## YOUR GOAL:
In the listing below, find each line containing "rows" and report it.
· · · ·
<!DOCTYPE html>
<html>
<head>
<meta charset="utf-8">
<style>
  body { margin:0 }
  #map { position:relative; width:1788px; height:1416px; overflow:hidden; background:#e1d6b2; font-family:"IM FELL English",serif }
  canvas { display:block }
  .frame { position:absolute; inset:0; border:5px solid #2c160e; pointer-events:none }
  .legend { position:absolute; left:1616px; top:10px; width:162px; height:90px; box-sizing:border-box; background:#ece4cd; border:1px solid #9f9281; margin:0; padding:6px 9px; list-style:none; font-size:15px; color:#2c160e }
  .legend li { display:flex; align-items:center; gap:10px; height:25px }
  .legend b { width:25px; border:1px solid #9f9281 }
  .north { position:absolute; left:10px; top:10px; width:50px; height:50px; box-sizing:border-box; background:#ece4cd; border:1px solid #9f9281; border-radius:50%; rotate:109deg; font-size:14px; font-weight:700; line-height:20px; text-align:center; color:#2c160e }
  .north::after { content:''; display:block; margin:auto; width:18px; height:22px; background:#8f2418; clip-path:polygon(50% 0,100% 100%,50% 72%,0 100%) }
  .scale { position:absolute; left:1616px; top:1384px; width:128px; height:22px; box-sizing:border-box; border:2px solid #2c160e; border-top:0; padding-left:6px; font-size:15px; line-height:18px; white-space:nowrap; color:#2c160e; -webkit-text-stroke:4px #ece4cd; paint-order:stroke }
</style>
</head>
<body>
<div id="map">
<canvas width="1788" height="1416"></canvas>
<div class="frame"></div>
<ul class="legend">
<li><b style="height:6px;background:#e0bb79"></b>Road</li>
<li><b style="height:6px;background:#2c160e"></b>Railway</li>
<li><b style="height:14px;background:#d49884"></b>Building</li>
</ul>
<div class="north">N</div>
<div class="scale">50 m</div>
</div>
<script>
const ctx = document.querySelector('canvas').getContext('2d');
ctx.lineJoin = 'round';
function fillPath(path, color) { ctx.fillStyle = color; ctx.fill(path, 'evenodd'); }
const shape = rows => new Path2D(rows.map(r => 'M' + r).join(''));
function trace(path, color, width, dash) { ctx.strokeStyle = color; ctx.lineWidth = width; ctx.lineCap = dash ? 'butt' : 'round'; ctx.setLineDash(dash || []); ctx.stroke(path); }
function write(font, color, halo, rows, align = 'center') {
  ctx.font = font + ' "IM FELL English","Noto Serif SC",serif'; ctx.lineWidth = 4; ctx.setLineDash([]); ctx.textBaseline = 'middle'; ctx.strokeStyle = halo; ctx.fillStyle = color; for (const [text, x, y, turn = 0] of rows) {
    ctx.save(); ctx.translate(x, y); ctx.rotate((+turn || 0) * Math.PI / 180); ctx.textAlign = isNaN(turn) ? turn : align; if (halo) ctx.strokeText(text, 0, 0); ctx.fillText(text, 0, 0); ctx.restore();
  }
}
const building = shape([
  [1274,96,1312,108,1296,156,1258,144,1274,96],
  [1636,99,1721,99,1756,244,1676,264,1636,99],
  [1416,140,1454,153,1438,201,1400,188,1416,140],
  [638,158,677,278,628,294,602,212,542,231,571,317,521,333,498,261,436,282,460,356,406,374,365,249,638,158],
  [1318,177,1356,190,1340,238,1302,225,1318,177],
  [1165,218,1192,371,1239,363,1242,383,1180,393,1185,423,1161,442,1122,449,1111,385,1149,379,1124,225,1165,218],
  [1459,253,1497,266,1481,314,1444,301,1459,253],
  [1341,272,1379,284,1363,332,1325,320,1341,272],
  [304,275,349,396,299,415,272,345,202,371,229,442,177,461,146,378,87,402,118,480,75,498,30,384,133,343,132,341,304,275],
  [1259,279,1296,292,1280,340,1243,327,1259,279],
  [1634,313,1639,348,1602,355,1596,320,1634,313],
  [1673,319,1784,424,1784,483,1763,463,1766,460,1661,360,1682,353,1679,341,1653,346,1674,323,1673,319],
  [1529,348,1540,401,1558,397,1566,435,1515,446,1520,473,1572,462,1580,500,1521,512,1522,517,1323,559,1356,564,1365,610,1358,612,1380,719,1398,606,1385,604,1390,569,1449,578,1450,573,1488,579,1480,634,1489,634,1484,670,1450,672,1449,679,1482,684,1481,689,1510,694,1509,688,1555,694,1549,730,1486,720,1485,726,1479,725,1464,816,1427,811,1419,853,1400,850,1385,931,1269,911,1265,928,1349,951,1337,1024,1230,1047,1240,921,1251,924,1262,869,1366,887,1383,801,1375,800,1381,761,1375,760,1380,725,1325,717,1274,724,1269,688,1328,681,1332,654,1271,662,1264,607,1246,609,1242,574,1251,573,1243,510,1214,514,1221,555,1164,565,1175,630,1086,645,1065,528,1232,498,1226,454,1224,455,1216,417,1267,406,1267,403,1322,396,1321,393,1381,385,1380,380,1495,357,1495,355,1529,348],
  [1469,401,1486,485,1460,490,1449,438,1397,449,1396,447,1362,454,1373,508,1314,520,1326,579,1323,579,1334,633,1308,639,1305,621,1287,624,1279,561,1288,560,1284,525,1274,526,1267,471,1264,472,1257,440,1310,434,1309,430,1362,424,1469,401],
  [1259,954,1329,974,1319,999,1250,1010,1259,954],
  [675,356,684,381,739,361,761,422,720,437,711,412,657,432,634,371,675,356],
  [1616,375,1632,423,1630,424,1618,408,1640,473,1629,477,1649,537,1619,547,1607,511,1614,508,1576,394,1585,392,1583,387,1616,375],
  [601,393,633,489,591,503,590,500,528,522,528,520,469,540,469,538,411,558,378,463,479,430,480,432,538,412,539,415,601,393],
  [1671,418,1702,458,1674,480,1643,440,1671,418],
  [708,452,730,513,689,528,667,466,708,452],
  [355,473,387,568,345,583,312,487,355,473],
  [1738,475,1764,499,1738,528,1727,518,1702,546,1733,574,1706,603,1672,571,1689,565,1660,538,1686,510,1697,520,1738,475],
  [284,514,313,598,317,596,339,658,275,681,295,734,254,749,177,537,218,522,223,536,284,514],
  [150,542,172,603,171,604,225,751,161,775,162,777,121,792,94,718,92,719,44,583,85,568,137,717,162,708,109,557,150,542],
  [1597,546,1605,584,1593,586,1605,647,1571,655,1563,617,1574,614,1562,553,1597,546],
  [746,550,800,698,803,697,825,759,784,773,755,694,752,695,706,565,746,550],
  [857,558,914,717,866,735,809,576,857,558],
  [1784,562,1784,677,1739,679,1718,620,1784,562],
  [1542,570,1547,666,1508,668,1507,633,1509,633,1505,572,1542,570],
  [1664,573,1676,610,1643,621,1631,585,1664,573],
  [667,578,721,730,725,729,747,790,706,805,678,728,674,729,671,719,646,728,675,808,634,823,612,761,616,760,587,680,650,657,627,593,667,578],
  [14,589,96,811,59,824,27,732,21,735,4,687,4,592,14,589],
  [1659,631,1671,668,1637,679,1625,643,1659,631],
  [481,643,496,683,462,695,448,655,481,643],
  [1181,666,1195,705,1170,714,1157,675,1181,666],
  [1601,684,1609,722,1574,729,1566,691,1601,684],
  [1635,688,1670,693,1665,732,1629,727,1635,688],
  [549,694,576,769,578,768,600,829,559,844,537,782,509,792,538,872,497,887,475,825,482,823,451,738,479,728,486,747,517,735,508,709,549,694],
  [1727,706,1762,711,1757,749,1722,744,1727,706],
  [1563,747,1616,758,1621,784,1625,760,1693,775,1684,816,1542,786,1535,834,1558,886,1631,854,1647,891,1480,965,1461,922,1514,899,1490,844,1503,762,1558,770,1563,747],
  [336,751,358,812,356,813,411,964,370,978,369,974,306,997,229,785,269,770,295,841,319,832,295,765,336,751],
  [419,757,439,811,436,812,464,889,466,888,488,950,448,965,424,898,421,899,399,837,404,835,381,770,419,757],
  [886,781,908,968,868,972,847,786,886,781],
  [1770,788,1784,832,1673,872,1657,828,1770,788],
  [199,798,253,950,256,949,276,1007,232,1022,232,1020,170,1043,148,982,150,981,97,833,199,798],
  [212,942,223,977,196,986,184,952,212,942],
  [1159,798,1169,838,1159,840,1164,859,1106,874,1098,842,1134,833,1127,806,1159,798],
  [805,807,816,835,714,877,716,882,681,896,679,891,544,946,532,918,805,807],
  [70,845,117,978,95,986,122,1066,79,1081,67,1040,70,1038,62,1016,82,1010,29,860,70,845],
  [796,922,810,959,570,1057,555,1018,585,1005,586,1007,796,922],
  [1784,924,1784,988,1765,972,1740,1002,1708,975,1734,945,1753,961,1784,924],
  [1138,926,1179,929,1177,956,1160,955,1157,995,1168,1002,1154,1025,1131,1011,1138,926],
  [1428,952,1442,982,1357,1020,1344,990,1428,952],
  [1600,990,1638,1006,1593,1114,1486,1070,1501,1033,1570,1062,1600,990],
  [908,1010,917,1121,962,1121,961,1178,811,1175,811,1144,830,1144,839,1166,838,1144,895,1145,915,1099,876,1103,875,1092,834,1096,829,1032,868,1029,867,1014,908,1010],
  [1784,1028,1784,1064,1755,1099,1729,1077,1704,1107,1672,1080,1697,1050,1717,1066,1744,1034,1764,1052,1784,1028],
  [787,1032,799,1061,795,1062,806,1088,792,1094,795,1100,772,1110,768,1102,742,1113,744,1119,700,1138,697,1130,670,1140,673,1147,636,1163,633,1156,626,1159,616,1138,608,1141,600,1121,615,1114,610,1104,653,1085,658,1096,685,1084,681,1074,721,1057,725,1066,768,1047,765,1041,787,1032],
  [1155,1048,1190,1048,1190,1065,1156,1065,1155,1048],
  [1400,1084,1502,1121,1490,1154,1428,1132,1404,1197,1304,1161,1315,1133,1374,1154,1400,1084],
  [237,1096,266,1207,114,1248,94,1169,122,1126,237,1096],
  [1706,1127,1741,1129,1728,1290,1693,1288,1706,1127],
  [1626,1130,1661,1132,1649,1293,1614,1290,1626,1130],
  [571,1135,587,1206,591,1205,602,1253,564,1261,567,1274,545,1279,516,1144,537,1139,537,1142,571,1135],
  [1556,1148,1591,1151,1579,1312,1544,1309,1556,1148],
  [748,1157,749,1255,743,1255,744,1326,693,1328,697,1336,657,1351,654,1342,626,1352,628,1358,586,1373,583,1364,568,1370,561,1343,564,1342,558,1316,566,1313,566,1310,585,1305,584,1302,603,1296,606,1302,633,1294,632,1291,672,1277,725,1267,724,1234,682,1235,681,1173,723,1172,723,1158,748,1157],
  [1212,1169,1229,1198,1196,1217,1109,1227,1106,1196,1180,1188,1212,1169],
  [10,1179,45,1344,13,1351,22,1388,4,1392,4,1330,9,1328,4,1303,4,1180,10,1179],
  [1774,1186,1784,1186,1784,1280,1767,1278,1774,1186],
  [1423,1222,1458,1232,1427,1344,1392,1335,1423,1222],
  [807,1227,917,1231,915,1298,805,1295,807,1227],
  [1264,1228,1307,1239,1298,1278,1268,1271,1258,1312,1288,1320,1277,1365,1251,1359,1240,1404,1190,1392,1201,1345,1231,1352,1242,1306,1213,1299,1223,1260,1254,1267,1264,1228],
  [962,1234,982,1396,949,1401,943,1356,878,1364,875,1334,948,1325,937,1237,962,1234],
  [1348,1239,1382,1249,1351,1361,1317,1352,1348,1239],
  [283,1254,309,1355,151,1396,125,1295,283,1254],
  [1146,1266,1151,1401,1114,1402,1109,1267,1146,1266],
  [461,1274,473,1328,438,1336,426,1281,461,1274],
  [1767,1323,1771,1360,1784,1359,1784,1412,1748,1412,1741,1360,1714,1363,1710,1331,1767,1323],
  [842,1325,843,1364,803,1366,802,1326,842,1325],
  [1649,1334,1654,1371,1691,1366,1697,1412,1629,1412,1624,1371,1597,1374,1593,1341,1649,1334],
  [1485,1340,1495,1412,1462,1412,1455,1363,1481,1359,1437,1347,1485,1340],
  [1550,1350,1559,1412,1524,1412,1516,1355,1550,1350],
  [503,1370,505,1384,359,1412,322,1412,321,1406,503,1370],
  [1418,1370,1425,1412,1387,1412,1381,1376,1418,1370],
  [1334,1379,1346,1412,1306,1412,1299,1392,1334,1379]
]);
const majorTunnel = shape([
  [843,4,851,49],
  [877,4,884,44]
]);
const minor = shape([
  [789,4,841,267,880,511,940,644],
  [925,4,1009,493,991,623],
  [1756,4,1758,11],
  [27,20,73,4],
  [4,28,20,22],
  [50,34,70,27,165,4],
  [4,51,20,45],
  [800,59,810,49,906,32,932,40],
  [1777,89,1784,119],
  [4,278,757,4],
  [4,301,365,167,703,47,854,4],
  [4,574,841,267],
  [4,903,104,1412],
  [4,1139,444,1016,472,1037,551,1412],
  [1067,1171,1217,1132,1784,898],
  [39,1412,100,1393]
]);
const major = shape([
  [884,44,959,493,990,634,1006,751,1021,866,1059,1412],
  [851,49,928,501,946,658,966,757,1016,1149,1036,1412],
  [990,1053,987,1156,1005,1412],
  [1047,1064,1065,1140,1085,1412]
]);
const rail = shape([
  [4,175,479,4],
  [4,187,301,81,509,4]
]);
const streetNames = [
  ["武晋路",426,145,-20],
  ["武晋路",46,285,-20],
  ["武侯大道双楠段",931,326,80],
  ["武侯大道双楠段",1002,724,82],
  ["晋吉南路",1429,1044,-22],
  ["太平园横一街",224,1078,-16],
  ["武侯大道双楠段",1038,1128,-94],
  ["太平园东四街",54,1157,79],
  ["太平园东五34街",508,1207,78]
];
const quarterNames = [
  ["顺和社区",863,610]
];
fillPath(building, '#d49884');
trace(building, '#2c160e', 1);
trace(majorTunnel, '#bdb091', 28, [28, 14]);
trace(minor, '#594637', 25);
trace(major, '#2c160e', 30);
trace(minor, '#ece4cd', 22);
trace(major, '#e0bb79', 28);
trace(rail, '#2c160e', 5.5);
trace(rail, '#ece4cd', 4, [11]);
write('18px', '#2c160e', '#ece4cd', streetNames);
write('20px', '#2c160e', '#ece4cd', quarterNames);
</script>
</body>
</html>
· · · ·
## ANSWER BELOW:
const shape = rows => new Path2D(rows.map(r => 'M' + r).join(''));
function write(font, color, halo, rows, align = 'center') {
  ctx.font = font + ' "IM FELL English","Noto Serif SC",serif'; ctx.lineWidth = 4; ctx.setLineDash([]); ctx.textBaseline = 'middle'; ctx.strokeStyle = halo; ctx.fillStyle = color; for (const [text, x, y, turn = 0] of rows) {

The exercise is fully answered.